* **Problem**: All lines in the data that hold the word "center" need copying.

* **Study material**:
☆ ☆ ☆
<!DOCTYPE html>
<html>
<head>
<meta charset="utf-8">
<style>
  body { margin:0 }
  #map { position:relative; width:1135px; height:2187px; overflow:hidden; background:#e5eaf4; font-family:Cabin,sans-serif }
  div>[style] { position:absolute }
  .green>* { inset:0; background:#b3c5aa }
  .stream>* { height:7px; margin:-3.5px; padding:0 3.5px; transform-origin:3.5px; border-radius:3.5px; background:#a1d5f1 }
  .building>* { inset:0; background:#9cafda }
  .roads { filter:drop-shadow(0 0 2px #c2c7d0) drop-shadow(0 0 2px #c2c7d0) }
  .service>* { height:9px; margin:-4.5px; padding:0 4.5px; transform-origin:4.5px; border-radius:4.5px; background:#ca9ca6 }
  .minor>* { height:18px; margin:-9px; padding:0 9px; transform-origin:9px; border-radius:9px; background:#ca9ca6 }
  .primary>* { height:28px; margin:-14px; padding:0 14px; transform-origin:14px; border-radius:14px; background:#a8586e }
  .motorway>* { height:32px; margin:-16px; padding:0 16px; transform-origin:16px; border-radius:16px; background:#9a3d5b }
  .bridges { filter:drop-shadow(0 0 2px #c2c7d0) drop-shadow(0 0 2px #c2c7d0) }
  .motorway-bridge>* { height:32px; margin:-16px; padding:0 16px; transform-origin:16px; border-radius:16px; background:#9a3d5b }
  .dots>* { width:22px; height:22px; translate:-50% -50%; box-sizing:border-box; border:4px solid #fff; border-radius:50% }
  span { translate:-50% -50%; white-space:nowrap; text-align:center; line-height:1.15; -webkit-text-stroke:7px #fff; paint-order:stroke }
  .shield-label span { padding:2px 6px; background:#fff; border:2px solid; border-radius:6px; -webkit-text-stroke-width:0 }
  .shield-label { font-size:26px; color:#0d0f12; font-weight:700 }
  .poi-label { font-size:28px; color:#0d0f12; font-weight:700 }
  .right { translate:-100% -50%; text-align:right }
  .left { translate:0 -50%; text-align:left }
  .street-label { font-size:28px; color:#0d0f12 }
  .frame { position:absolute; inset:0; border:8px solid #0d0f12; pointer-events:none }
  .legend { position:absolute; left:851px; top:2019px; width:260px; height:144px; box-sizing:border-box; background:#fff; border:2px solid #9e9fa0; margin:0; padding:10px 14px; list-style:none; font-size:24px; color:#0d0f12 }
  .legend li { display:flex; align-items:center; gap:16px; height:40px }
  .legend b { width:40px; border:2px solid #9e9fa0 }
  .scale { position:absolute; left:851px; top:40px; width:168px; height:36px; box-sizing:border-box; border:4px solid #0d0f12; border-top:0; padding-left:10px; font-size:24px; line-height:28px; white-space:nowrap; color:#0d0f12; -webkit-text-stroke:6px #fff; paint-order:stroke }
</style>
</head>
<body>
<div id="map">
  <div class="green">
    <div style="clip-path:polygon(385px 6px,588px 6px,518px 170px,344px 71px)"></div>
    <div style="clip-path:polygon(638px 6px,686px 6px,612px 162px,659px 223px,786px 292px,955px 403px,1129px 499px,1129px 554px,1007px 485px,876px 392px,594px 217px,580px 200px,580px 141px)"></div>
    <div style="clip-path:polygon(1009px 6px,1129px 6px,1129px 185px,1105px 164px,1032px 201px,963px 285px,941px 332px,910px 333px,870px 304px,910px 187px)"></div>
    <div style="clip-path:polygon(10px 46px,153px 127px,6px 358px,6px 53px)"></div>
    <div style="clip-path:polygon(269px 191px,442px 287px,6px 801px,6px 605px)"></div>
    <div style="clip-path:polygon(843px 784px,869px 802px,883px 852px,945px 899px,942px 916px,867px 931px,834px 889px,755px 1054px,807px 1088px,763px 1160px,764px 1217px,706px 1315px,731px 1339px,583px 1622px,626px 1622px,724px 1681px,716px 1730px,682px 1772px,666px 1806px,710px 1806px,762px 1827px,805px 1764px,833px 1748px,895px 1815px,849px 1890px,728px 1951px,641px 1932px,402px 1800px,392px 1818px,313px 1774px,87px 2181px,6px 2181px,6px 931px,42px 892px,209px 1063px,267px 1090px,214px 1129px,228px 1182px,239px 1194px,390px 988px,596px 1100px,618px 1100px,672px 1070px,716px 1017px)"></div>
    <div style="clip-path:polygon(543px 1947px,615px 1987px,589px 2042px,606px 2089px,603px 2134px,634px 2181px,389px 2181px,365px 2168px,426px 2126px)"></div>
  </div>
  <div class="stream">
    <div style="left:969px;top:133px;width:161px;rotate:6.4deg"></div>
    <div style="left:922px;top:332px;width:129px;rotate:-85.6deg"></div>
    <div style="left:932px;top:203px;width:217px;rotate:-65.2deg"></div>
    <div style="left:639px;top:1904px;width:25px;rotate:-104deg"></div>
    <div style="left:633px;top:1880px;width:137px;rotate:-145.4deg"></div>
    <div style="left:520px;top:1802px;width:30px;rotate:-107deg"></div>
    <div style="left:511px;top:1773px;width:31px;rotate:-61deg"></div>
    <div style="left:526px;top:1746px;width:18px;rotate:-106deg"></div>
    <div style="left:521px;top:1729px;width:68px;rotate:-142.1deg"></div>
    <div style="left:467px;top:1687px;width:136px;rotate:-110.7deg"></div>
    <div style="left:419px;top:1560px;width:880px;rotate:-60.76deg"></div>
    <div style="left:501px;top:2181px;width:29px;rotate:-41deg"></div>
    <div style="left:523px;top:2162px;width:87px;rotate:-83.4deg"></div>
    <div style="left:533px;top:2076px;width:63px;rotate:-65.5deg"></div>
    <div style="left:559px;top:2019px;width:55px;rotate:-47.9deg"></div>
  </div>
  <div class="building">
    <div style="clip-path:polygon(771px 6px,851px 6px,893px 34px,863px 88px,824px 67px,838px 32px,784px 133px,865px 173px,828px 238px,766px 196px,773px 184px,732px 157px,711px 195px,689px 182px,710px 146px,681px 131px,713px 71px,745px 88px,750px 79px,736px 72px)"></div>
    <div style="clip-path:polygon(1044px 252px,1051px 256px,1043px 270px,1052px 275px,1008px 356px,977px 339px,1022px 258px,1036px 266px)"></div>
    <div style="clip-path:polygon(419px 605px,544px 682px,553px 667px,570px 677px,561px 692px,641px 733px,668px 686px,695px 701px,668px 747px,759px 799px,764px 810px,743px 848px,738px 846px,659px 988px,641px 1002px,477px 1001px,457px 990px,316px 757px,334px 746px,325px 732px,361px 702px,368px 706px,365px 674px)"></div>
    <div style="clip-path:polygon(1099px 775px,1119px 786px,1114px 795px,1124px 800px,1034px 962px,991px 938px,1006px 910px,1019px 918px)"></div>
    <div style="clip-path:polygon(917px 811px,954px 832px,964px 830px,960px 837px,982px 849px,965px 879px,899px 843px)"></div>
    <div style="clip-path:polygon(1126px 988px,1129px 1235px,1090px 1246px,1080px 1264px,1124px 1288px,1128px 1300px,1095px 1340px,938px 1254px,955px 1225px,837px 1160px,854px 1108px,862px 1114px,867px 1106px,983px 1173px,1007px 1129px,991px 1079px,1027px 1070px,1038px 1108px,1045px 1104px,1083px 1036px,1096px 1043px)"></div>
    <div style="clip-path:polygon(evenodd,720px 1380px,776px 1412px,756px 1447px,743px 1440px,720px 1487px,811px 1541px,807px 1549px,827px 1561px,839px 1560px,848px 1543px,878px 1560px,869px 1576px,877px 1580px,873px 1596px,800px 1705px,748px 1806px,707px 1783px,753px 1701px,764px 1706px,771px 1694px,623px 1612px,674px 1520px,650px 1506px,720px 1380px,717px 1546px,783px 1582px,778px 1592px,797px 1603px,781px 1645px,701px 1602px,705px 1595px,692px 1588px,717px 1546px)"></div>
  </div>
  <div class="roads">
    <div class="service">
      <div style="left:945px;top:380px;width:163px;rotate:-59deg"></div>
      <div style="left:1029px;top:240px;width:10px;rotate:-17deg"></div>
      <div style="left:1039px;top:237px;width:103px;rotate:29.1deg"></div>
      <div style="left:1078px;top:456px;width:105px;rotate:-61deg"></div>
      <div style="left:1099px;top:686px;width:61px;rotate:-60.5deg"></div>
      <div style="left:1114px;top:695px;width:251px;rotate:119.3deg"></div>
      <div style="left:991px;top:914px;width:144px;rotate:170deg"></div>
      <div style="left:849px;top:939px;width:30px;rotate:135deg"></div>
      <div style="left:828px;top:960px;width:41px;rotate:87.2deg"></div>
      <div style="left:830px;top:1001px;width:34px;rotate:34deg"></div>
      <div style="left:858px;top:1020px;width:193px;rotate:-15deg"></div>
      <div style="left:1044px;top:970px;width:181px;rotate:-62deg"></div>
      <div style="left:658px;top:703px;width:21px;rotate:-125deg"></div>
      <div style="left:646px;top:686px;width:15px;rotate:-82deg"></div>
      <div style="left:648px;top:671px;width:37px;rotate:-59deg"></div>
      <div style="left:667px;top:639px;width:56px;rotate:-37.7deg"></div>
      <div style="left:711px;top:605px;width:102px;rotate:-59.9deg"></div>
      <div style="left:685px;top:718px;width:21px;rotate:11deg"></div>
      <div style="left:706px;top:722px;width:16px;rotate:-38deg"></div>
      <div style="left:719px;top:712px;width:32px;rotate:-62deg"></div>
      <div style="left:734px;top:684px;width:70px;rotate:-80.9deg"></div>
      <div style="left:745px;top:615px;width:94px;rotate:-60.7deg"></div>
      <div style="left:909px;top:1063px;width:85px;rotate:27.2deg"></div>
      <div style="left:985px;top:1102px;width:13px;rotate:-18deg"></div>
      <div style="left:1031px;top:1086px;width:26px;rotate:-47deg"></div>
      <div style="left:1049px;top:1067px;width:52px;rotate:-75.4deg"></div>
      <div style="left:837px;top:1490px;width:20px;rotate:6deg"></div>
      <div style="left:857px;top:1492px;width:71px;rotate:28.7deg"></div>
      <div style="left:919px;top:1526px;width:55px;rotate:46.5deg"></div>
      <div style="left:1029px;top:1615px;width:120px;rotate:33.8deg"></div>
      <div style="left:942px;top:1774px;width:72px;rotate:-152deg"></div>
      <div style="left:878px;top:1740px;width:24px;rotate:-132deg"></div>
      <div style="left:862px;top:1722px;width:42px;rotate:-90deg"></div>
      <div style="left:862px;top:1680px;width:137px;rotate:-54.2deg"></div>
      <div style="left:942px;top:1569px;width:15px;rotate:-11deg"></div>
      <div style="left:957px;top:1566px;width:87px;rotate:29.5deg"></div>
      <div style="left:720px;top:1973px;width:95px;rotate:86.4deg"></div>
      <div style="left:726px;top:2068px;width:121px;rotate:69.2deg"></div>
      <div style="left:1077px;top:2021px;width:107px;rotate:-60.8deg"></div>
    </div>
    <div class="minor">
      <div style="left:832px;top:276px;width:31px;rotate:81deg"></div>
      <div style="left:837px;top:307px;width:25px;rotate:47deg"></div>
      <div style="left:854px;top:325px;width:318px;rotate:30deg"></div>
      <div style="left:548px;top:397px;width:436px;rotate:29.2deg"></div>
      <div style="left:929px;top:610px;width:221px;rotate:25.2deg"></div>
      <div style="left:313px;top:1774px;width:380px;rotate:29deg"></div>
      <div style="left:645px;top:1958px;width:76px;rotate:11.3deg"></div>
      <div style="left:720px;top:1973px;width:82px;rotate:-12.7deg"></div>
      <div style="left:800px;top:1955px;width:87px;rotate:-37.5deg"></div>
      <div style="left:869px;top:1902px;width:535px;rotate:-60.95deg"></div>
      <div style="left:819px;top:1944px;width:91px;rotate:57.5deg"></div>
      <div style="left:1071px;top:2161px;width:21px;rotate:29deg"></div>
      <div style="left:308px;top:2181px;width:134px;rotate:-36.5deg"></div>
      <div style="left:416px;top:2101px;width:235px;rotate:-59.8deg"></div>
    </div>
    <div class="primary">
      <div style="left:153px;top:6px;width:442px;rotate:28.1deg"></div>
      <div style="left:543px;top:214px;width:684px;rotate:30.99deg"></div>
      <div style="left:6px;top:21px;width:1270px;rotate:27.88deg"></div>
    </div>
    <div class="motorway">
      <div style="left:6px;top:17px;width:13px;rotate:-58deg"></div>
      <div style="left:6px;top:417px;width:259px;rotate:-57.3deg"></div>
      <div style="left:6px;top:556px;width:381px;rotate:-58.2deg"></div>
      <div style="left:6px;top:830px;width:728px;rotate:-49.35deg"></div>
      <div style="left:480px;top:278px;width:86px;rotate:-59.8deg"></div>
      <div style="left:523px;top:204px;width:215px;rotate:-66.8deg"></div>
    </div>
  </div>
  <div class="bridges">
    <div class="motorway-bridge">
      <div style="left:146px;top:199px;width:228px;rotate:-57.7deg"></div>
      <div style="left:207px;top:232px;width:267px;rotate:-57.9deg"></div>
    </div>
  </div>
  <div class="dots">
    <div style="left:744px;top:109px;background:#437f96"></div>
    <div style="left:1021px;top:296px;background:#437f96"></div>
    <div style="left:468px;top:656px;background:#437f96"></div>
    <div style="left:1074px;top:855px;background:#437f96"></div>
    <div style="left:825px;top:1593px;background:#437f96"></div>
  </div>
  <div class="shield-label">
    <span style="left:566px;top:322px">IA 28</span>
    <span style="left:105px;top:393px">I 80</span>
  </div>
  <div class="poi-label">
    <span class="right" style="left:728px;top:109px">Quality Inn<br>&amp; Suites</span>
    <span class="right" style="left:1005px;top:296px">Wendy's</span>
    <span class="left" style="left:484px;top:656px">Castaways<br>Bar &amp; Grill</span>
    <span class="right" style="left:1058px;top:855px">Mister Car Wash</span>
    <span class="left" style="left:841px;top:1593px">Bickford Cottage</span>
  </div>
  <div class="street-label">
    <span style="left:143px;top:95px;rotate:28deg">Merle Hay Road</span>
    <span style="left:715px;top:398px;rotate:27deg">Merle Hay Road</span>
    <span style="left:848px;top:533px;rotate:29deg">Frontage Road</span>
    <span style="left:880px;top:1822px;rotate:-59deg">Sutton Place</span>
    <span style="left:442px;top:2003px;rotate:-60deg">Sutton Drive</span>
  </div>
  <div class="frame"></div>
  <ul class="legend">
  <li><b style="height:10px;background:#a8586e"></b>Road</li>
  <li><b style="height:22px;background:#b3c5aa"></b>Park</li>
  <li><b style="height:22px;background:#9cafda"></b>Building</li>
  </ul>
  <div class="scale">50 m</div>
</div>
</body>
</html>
☆ ☆ ☆
* **Task response**:
  span { translate:-50% -50%; white-space:nowrap; text-align:center; line-height:1.15; -webkit-text-stroke:7px #fff; paint-order:stroke }
  .legend li { display:flex; align-items:center; gap:16px; height:40px }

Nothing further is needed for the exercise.